(Stored items from a collection)
+ + + + + + +

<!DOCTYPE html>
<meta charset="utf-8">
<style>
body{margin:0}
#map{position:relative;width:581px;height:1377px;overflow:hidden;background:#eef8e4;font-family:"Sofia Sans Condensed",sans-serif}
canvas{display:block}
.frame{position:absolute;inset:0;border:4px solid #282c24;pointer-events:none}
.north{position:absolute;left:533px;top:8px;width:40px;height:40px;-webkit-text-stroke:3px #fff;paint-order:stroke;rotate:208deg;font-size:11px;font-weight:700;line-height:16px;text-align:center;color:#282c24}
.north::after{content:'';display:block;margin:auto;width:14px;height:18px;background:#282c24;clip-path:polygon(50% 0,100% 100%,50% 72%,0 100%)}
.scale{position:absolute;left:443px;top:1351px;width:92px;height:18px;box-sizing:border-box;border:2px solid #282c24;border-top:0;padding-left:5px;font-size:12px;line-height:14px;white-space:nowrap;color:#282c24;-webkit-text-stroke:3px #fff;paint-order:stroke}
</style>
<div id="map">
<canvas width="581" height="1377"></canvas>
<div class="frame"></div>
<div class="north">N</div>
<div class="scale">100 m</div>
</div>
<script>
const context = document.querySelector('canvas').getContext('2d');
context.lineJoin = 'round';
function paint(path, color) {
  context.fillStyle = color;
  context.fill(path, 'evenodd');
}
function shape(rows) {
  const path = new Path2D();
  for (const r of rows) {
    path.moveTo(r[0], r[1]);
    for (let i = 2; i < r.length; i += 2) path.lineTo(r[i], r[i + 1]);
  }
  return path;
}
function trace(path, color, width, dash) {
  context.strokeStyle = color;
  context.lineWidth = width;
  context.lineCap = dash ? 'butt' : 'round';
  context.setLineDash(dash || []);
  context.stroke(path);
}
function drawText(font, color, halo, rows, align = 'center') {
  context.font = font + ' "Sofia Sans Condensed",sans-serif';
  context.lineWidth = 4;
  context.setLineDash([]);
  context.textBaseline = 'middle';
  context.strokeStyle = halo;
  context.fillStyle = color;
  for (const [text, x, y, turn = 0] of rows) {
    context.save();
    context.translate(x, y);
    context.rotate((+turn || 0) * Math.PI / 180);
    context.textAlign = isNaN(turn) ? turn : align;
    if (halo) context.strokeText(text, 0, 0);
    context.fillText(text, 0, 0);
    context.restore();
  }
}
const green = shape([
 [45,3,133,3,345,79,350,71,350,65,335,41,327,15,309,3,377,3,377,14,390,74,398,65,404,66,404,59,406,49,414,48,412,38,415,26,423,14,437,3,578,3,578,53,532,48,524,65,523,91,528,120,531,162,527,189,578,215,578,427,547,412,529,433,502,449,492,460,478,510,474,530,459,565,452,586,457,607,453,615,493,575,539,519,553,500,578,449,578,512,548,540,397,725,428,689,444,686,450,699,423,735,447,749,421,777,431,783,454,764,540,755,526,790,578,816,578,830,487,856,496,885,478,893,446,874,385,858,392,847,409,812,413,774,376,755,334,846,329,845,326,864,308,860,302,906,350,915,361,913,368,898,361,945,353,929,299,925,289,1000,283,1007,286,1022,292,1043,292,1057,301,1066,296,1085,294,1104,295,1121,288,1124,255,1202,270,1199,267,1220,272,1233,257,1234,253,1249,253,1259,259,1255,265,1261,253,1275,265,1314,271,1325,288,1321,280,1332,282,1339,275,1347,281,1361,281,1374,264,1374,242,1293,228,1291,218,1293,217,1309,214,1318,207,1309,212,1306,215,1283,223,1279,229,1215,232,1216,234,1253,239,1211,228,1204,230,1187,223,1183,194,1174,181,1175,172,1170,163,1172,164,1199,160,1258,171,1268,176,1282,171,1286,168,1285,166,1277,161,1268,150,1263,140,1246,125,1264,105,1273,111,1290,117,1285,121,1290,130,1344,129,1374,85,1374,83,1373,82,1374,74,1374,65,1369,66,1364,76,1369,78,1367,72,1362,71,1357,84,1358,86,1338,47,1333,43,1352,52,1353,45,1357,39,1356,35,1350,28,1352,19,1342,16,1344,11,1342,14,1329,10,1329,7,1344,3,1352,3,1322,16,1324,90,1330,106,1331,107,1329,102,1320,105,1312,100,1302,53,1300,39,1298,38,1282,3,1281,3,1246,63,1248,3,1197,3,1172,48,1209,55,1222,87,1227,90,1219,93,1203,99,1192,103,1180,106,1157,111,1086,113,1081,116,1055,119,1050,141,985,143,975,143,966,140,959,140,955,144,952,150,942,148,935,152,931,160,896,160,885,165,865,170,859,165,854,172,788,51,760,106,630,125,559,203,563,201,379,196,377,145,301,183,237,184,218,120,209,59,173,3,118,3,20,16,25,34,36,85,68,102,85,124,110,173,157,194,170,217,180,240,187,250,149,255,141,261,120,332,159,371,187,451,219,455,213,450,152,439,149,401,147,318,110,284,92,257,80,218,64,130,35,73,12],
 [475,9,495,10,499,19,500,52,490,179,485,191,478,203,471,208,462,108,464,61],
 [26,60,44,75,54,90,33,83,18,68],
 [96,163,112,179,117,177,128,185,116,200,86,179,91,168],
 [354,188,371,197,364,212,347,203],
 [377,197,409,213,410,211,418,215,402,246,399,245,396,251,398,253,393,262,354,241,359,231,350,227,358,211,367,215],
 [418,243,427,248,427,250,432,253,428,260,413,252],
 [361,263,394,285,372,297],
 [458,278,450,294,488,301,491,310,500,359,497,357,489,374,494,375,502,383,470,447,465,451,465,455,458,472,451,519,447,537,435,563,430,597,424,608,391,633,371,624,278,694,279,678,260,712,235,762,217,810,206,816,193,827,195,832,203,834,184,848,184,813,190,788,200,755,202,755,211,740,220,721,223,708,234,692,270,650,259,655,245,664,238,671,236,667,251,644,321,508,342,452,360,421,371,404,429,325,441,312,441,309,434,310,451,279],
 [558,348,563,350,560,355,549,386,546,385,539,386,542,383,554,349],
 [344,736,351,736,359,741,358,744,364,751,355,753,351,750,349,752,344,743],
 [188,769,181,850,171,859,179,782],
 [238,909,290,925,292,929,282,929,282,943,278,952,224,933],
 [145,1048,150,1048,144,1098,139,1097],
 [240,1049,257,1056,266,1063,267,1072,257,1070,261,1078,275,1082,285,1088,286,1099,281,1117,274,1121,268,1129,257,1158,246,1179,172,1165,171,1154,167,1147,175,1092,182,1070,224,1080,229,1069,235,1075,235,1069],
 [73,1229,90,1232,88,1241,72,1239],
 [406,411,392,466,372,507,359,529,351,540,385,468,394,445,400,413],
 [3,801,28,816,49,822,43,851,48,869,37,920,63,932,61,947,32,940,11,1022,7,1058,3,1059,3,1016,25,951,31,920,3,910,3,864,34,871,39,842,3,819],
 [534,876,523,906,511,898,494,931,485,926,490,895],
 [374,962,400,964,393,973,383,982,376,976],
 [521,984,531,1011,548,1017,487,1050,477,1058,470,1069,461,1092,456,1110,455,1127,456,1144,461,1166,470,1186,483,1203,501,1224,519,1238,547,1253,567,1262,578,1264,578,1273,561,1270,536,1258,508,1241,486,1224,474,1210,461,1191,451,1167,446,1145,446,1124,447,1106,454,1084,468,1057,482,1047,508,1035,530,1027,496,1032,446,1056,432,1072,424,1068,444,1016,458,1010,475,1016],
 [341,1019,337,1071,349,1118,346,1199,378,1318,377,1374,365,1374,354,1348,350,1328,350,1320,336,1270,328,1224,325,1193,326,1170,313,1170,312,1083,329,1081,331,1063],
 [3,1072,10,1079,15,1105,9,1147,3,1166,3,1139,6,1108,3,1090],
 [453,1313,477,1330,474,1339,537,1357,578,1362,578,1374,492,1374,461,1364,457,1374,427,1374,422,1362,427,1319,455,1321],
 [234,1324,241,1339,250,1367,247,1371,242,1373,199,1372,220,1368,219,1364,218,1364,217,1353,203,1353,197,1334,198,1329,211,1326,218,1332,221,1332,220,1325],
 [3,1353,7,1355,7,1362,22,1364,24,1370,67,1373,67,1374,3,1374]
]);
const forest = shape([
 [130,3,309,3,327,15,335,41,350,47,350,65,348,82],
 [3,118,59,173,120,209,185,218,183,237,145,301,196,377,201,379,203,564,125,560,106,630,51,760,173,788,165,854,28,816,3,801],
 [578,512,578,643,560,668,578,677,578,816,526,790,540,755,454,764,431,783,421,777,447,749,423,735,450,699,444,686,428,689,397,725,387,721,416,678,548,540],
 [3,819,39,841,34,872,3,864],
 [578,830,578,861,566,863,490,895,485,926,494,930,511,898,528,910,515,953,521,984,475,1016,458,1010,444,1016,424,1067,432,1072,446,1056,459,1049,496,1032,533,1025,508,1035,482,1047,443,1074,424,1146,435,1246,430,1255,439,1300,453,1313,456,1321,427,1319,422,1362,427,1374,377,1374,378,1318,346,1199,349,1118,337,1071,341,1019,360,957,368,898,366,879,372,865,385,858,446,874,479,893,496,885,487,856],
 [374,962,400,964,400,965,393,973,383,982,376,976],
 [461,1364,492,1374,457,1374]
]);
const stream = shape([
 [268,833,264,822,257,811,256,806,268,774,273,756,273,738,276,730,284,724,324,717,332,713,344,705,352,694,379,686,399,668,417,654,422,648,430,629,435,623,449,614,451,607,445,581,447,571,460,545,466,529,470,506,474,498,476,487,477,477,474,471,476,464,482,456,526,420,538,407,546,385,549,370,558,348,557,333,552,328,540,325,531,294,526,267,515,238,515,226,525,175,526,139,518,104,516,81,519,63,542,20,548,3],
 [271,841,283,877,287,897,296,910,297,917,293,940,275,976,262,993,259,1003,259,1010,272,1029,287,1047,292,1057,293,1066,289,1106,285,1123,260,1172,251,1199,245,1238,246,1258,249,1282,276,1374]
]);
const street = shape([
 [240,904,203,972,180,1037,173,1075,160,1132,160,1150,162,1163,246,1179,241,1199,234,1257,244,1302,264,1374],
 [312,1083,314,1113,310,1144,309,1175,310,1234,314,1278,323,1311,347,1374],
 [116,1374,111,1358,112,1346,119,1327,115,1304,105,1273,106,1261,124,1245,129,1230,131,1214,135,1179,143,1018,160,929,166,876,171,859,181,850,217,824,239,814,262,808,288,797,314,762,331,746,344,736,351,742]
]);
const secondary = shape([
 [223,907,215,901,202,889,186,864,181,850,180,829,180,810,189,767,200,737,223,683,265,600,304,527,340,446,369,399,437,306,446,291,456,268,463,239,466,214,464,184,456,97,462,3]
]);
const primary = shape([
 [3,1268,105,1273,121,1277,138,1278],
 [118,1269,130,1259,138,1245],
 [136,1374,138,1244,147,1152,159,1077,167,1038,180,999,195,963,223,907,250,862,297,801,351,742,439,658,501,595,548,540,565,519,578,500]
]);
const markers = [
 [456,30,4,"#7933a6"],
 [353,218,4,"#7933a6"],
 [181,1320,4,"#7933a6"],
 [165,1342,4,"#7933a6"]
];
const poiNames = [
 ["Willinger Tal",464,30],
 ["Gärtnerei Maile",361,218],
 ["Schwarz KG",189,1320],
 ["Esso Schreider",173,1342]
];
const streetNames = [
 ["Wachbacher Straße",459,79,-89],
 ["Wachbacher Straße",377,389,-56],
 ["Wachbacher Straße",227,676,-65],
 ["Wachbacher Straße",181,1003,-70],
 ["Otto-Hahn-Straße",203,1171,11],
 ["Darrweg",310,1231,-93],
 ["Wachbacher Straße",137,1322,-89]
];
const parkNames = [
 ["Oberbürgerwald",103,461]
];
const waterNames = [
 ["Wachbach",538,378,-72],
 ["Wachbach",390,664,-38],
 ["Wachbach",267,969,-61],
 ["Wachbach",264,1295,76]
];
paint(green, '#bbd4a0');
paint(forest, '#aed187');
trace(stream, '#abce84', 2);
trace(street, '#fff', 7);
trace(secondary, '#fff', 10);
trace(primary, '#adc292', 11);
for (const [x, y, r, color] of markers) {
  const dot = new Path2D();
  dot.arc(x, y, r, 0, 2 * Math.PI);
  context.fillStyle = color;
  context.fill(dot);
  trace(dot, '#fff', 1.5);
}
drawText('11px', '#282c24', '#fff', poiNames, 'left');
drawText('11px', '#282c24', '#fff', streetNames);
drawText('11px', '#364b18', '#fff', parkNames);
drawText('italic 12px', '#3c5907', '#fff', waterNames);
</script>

+ + + + + + +

§ **Work to be completed**:
Retype only the stretch of lines above starting at the one with "context.strokeStyle = color;" and stopping at the one with "context.setLineDash([]);", exactly as written, with both kept.

§ **Task output**:
  context.strokeStyle = color;
  context.lineWidth = width;
  context.lineCap = dash ? 'butt' : 'round';
  context.setLineDash(dash || []);
  context.stroke(path);
}
function drawText(font, color, halo, rows, align = 'center') {
  context.font = font + ' "Sofia Sans Condensed",sans-serif';
  context.lineWidth = 4;
  context.setLineDash([]);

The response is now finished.